15. Data Analytics - Process Data from Dirty to Clean

Definition:

Data integrity // accuracy, completeness, consistency, and trustworthiness of data throughout its lifecycle.

Data replication // process of storing data in multiple locations

Data transfer // process of copying data from a storage device to memory, or from one computer to another

Data manipulation // process of changing data to make it more organized and easier to read.

Data duplication // when data is duplicated in multiple places in the same file.

Population // all possible data values in a certain dataset

Sample size // a part of a population that is representative of the population. Cons: uncertainty and not 100% sure of accurate representation of population.

Sampling bias // a sample isn't representative of the population as a whole.

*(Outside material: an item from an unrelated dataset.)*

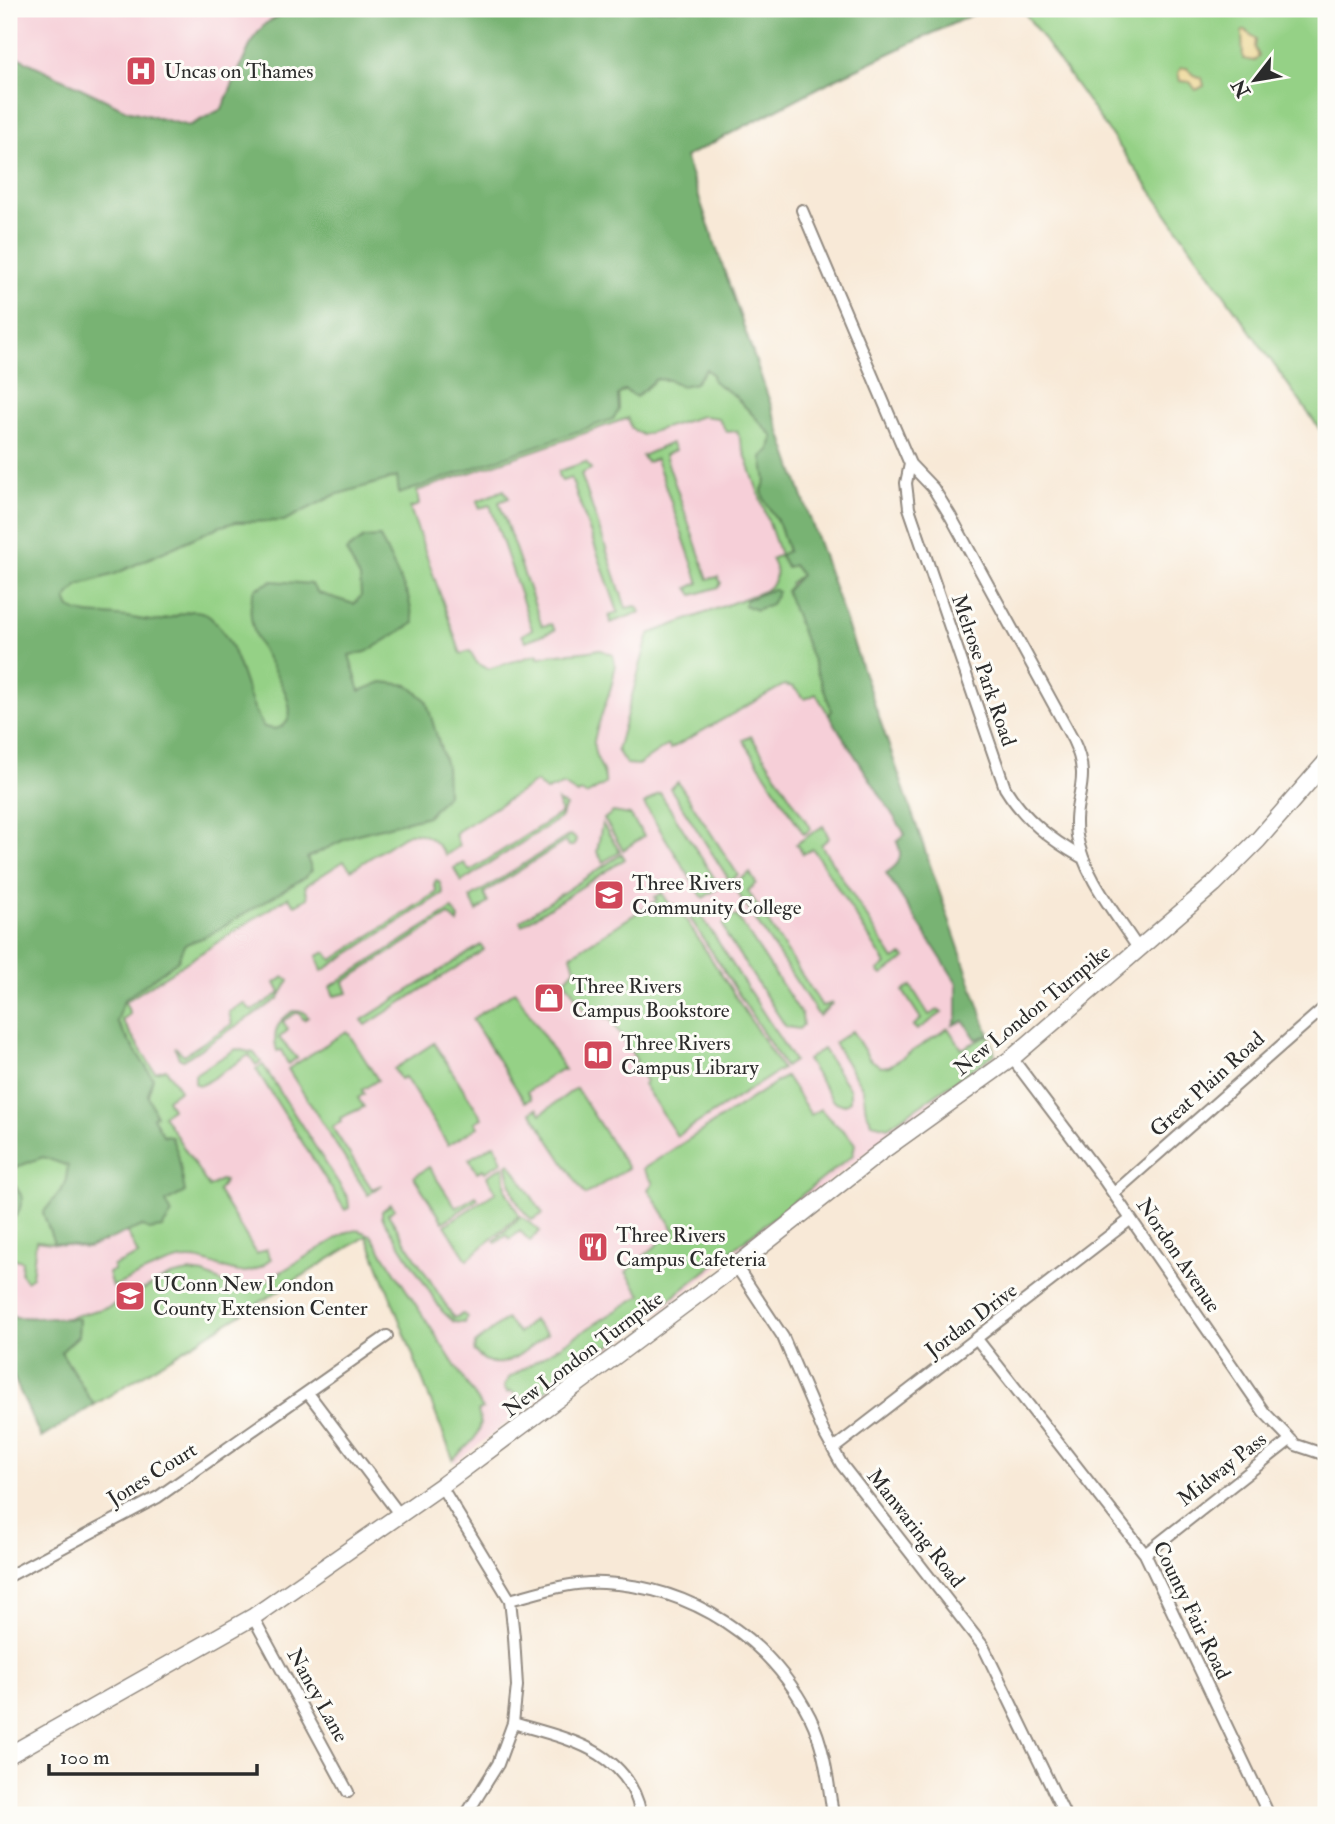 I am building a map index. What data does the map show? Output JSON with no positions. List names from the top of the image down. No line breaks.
{"streets":{"main road":["New London Turnpike"],"street":["Melrose Park Road","Great Plain Road","Nordon Avenue","Jordan Drive","Midway Pass","Jones Court","Manwaring Road","County Fair Road","Nancy Lane"]},"crossings":[["Melrose Park Road","New London Turnpike"],["New London Turnpike","Nordon Avenue"],["New London Turnpike","Manwaring Road"],["New London Turnpike","Nancy Lane"],["Great Plain Road","Nordon Avenue"],["Nordon Avenue","Jordan Drive"],["Nordon Avenue","Midway Pass"],["Jordan Drive","Manwaring Road"],["Jordan Drive","County Fair Road"],["Midway Pass","County Fair Road"]],"places":{"hospital":["Uncas on Thames"],"school or university":["Three Rivers Community College","UConn New London County Extension Center"],"shop":["Three Rivers Campus Bookstore"],"library":["Three Rivers Campus Library"],"restaurant":["Three Rivers Campus Cafeteria"]},"scale_bar":"100 m","north":"bottom left"}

Population can be over-represented or under-represented

Random sampling // a way of selecting a sample from a population so that every possible type of the sample has an equal chance of being chosen

Margin of error // The maximum amount that the sample results are expected to differ from those of the actual population. The margins where sample size results might differ than from using a population in analysis. Smaller margin of error means better results.

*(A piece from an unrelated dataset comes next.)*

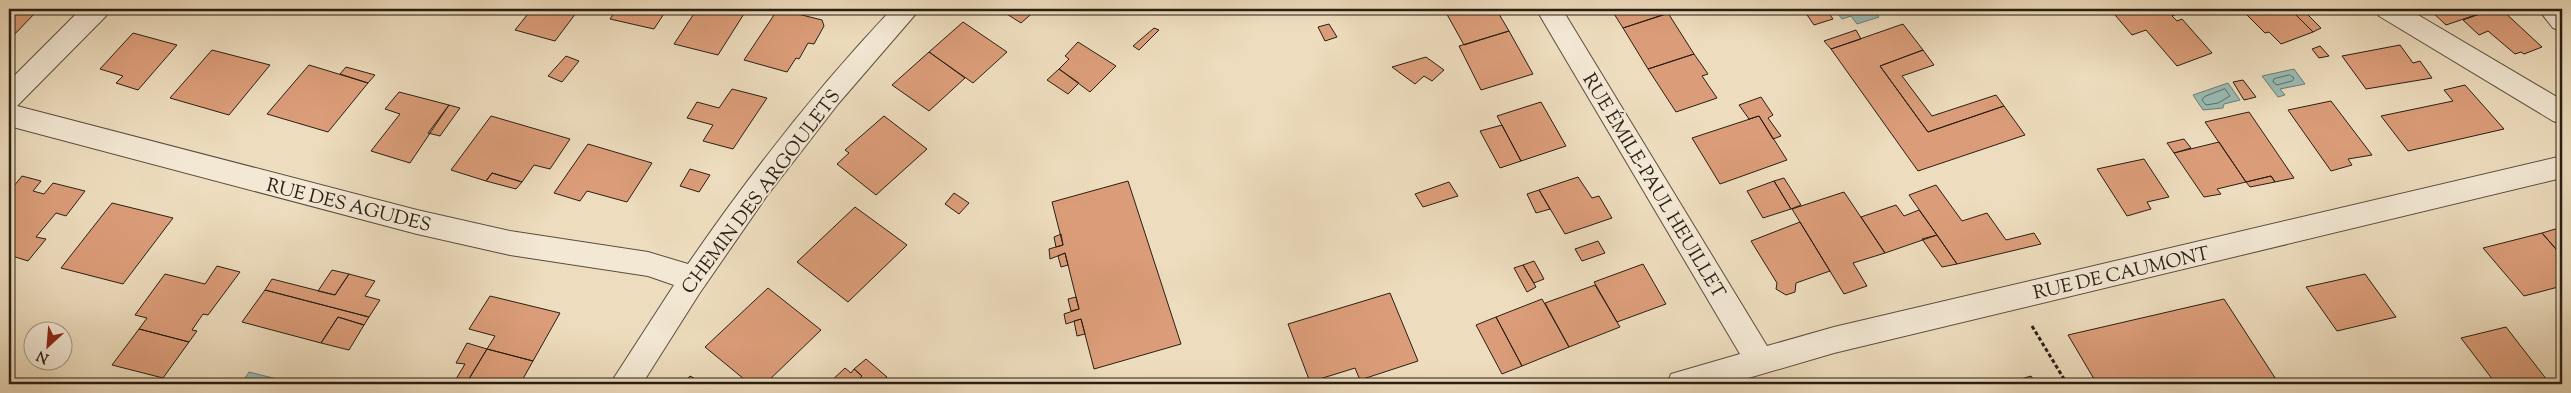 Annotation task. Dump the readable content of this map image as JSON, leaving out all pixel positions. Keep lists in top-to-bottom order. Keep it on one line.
{"streets":{"street":["RUE ÉMILE-PAUL HEUILLET","CHEMIN DES ARGOULETS","RUE DES AGUDES","RUE DE CAUMONT"]},"crossings":[["RUE ÉMILE-PAUL HEUILLET","RUE DE CAUMONT"],["CHEMIN DES ARGOULETS","RUE DES AGUDES"]],"north":"bottom left"} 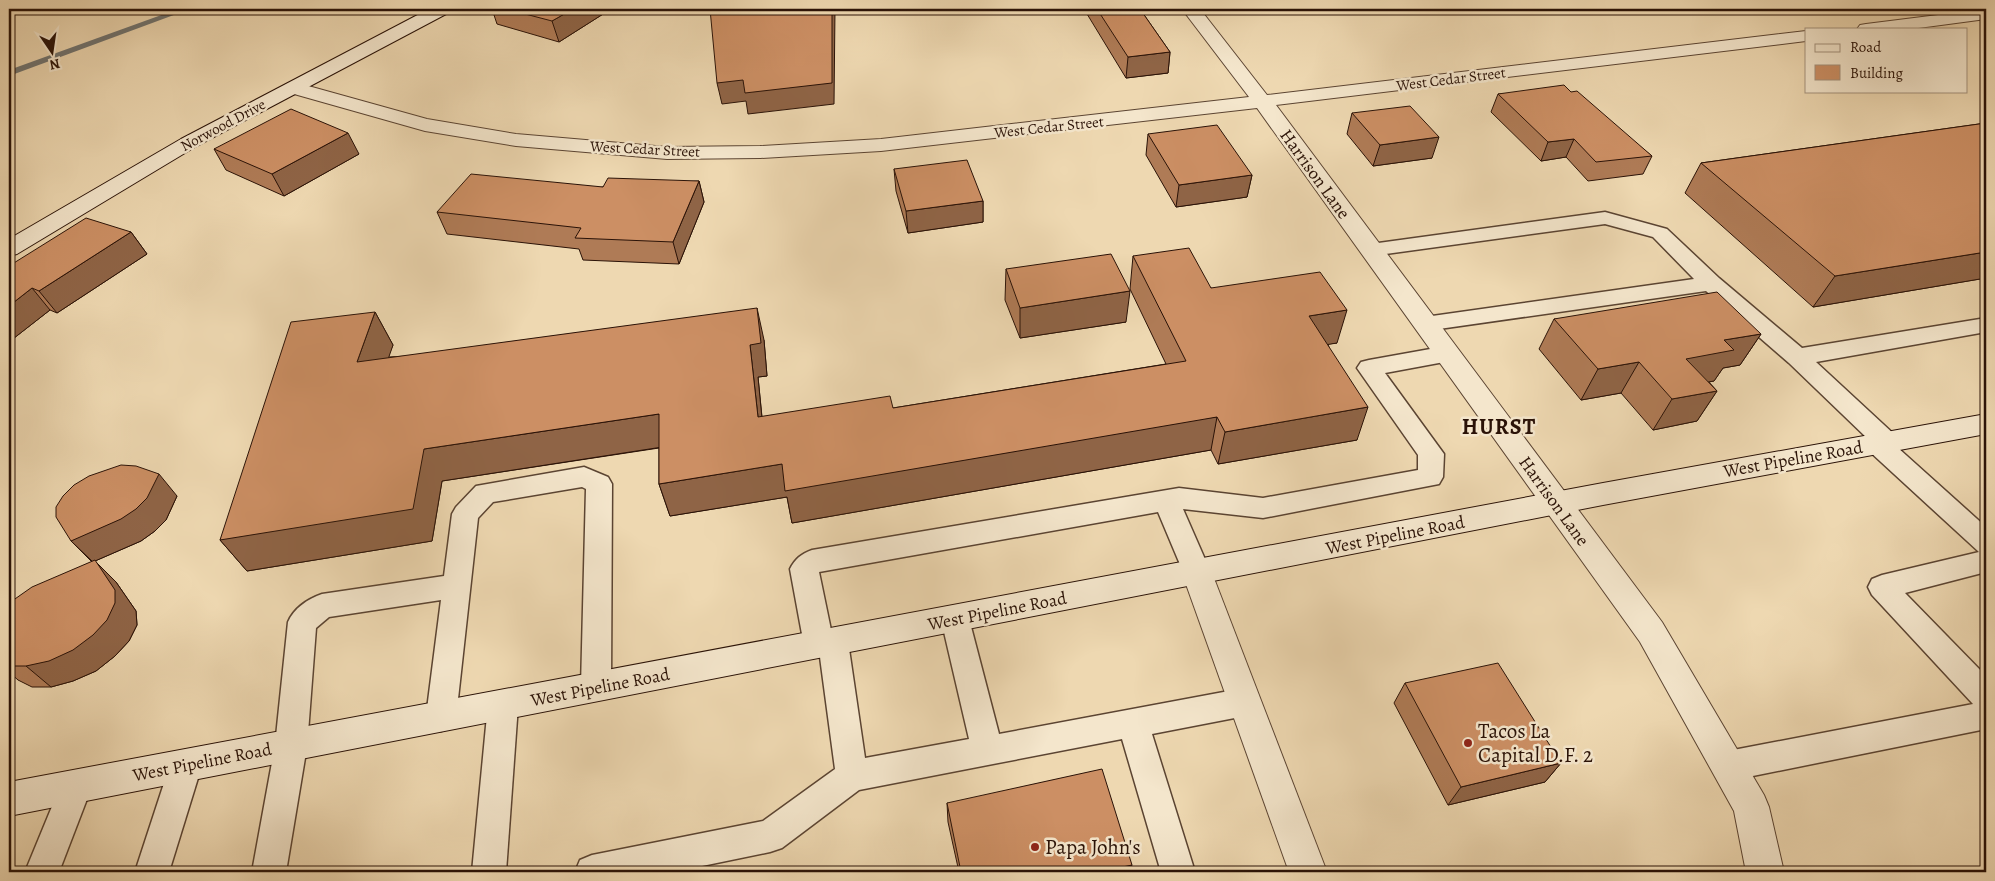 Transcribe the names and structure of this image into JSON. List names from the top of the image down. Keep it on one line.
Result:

EX: margin of error or 10% and a survey where 60% respondents vote yes in the sample

would mean that in the population, between 50% and 70% (60% is 10% above 50%, and

below 70%) of people would vote yes.

Confidence level // how confident you are in survey results. The probability that your sample size accurately reflects the greater population. 99% is ideal, 95% is good, and 90% is acceptable.

Confidence interval // range of possible values that population's result would be at the confidence level of the study. This range is sample result +/- the margin of error.

Statistical significance // determination of whether your result could be due to random chance or not. Greater significance, the less due to chance. Need at least 0.8 or 80% to be statistically significant.

If a test is statistically significant, then the results are deemed to be real and not an error caused

by random chance.

Statistical power // probability of getting meaningful results from a test. A value from 0 to 1 that represents percentage. The percentage represents how statistically significance the results are.

Hypothesis testing // a way to see if a survey or experiment has meaningful results

Proxy data // substitution data that is similar to data that you want. EX: If no data for a state, can get proxy data of another state of similar size and demographic.

Clean data is key for data to have integrity before analysis.

A strong analysis depends on the integrity of the data.

Important to check data used is aligning with business objective.

Clean data + alignment to business objective = accurate conclusions.

Alignment to business objective + additional data cleaning = accurate conclusions.

Alignment to business objective + newly discovered variables + constraints = accurate conclusions.

To calculate margin of error you need:

- Population size

- Sample size

- Confidence level

*Use margin of error calculator

https://goodcalculators.com/margin-of-error-calculator/

How to choose sample size:

- Don't choose sample size less than 30. Sample sizes vary by business problem.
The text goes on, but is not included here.